▸ **THE DATA**
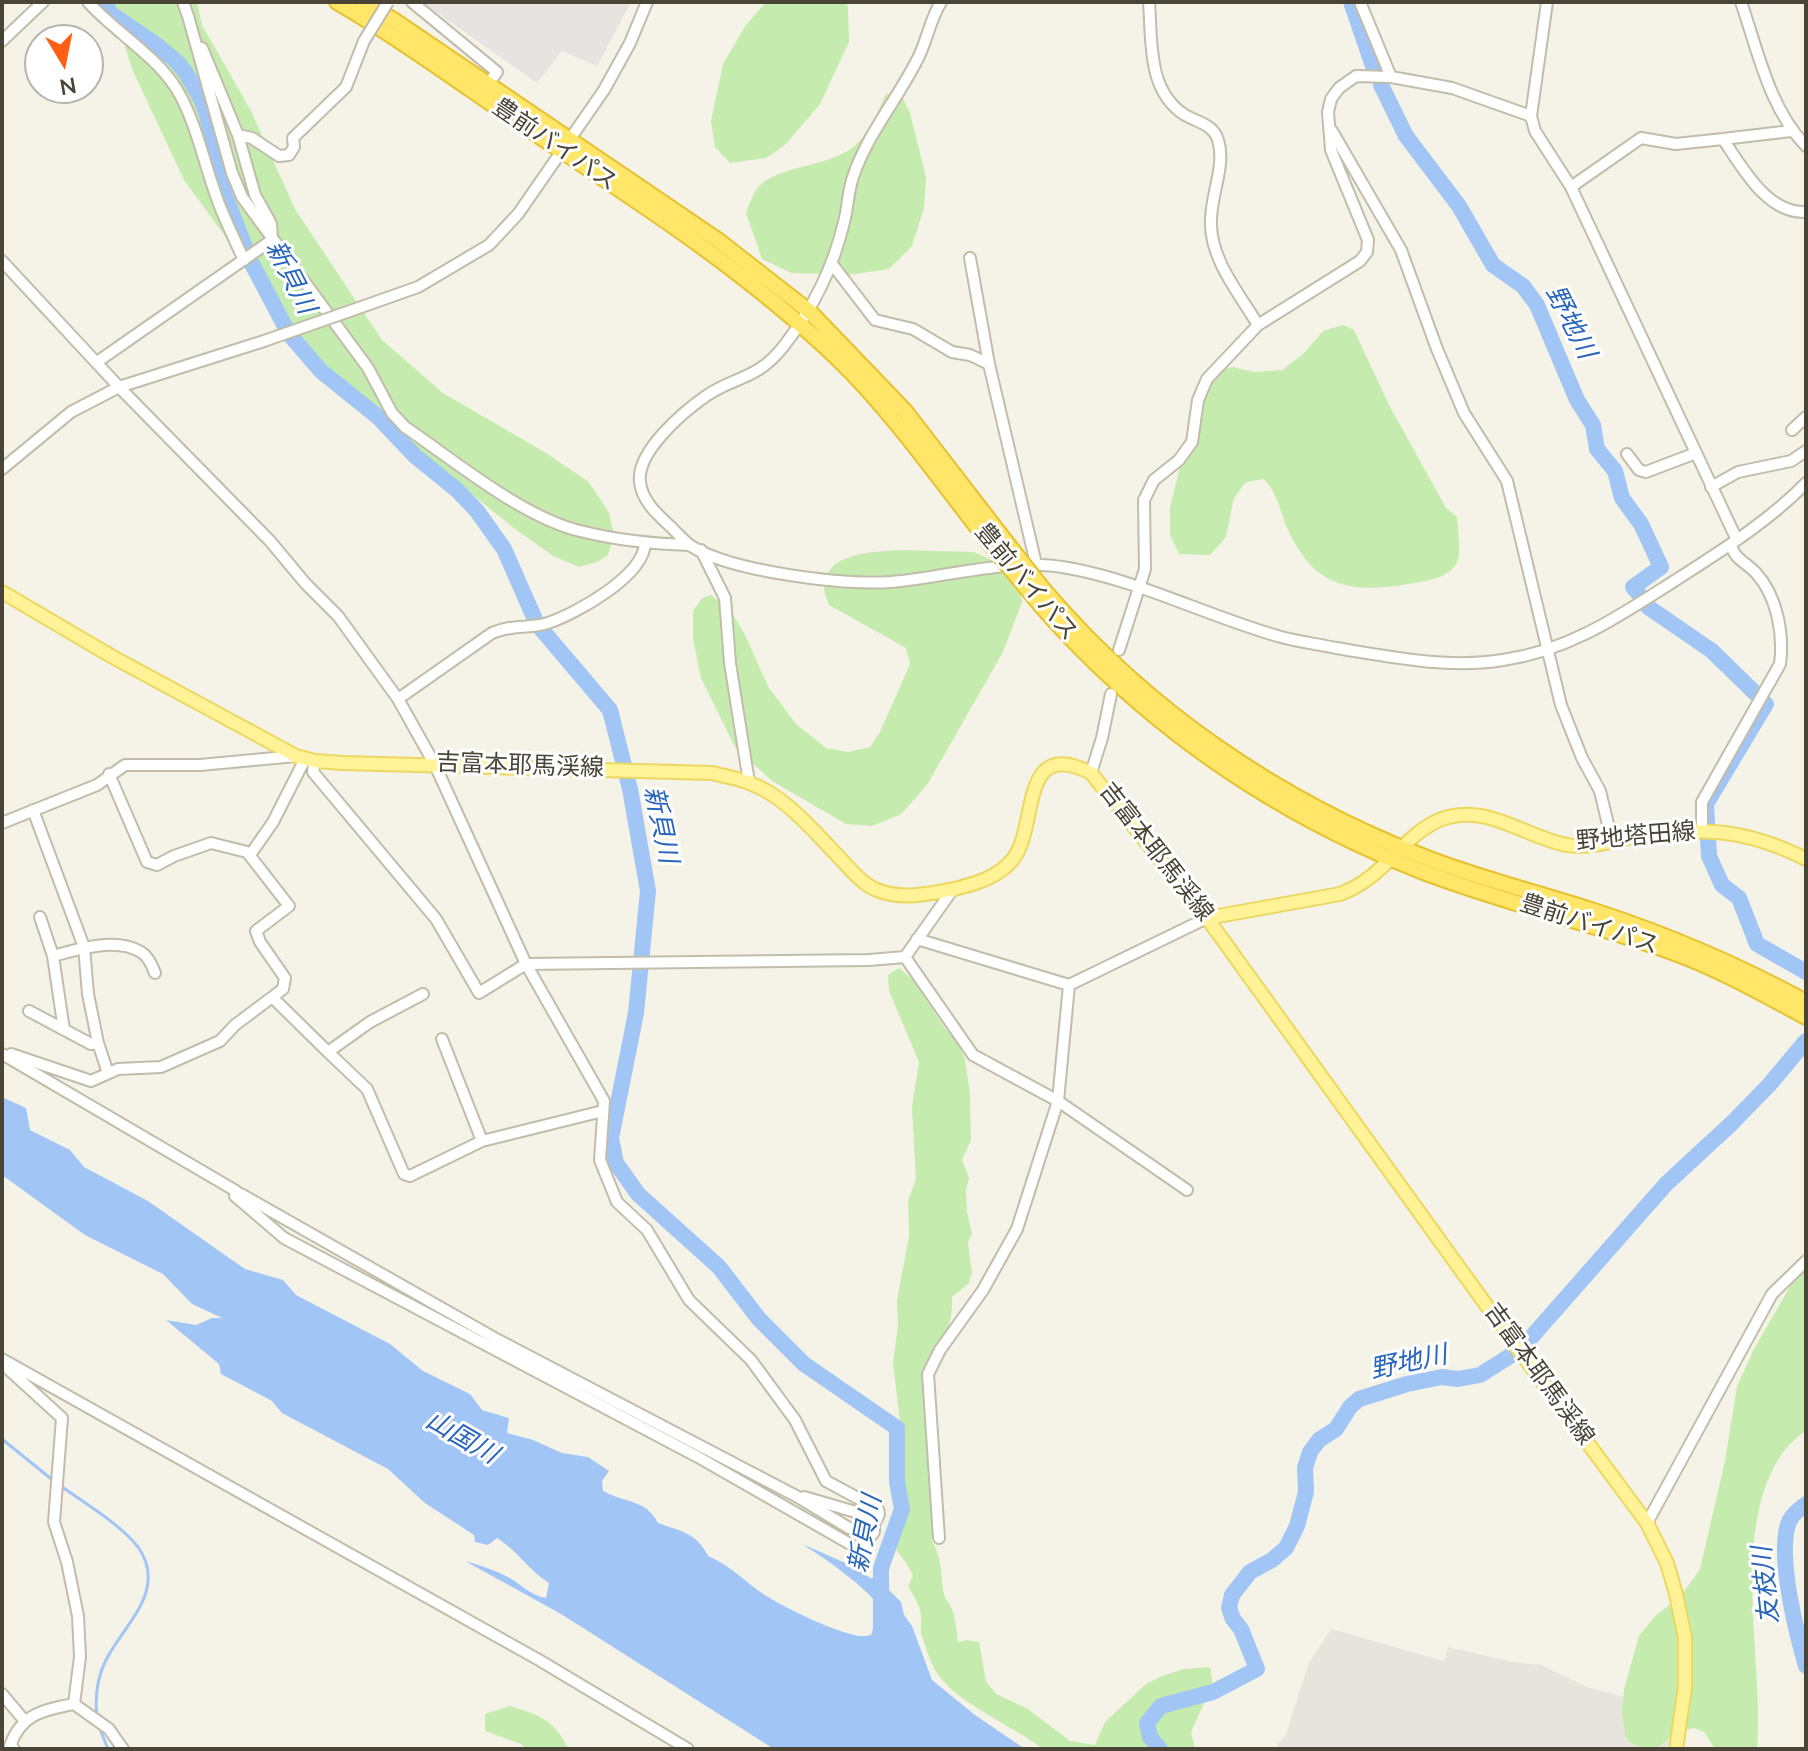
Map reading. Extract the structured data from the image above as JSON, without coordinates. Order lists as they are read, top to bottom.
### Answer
{
  "streets": {
    "highway": ["豊前バイパス"],
    "main road": ["吉富本耶馬渓線", "野地塔田線"]
  },
  "crossings": [
    ["豊前バイパス", "野地塔田線"],
    ["吉富本耶馬渓線", "野地塔田線"]
  ],
  "water": [
    "新貝川",
    "野地川",
    "山国川",
    "友枝川"
  ],
  "north": "bottom"
}
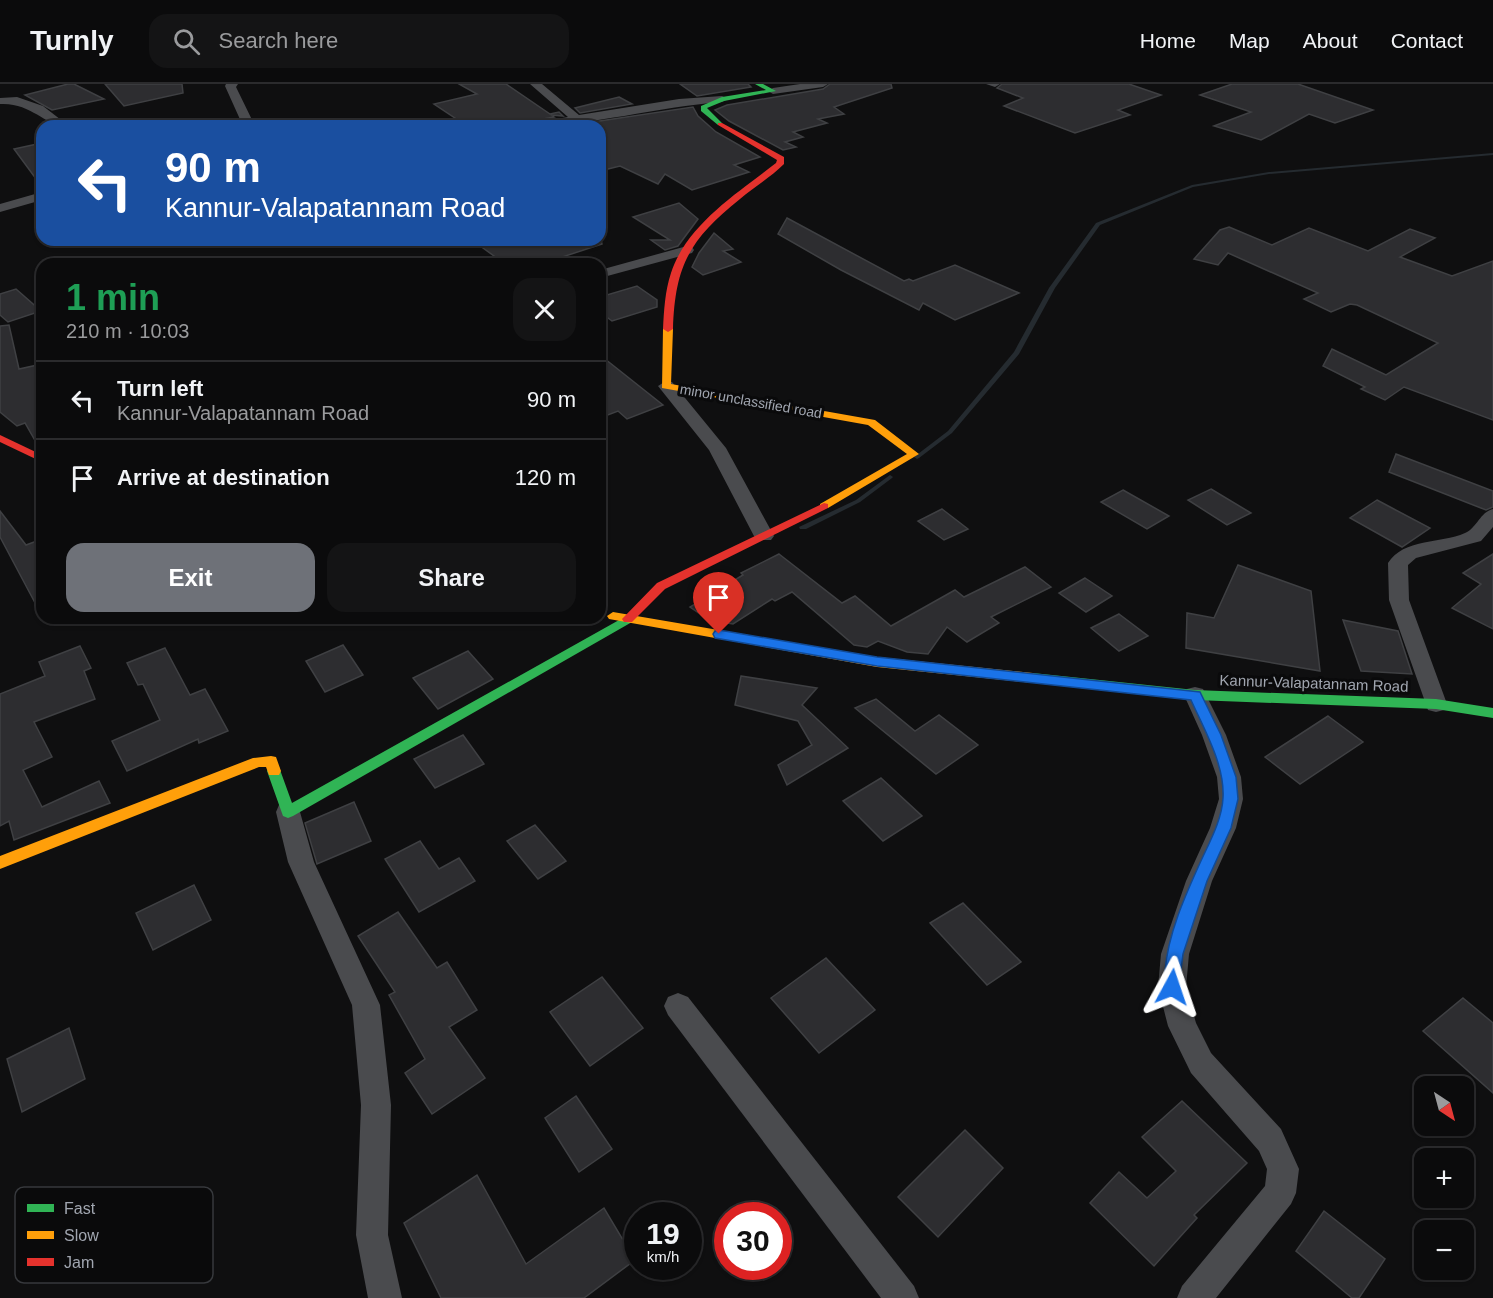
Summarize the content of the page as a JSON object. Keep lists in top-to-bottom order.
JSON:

▸ **TASK OBJECTIVE**
The expected response is every line of the material, written out exactly, with the images removed.

▸ **SOLUTION**
Map reading. Extract the structured data from the image above as JSON, without coordinates. Order lists as they are read, top to bottom.
### Answer
{
  "streets": {
    "highway": ["豊前バイパス"],
    "main road": ["吉富本耶馬渓線", "野地塔田線"]
  },
  "crossings": [
    ["豊前バイパス", "野地塔田線"],
    ["吉富本耶馬渓線", "野地塔田線"]
  ],
  "water": [
    "新貝川",
    "野地川",
    "山国川",
    "友枝川"
  ],
  "north": "bottom"
}
Summarize the content of the page as a JSON object. Keep lists in top-to-bottom order.
JSON:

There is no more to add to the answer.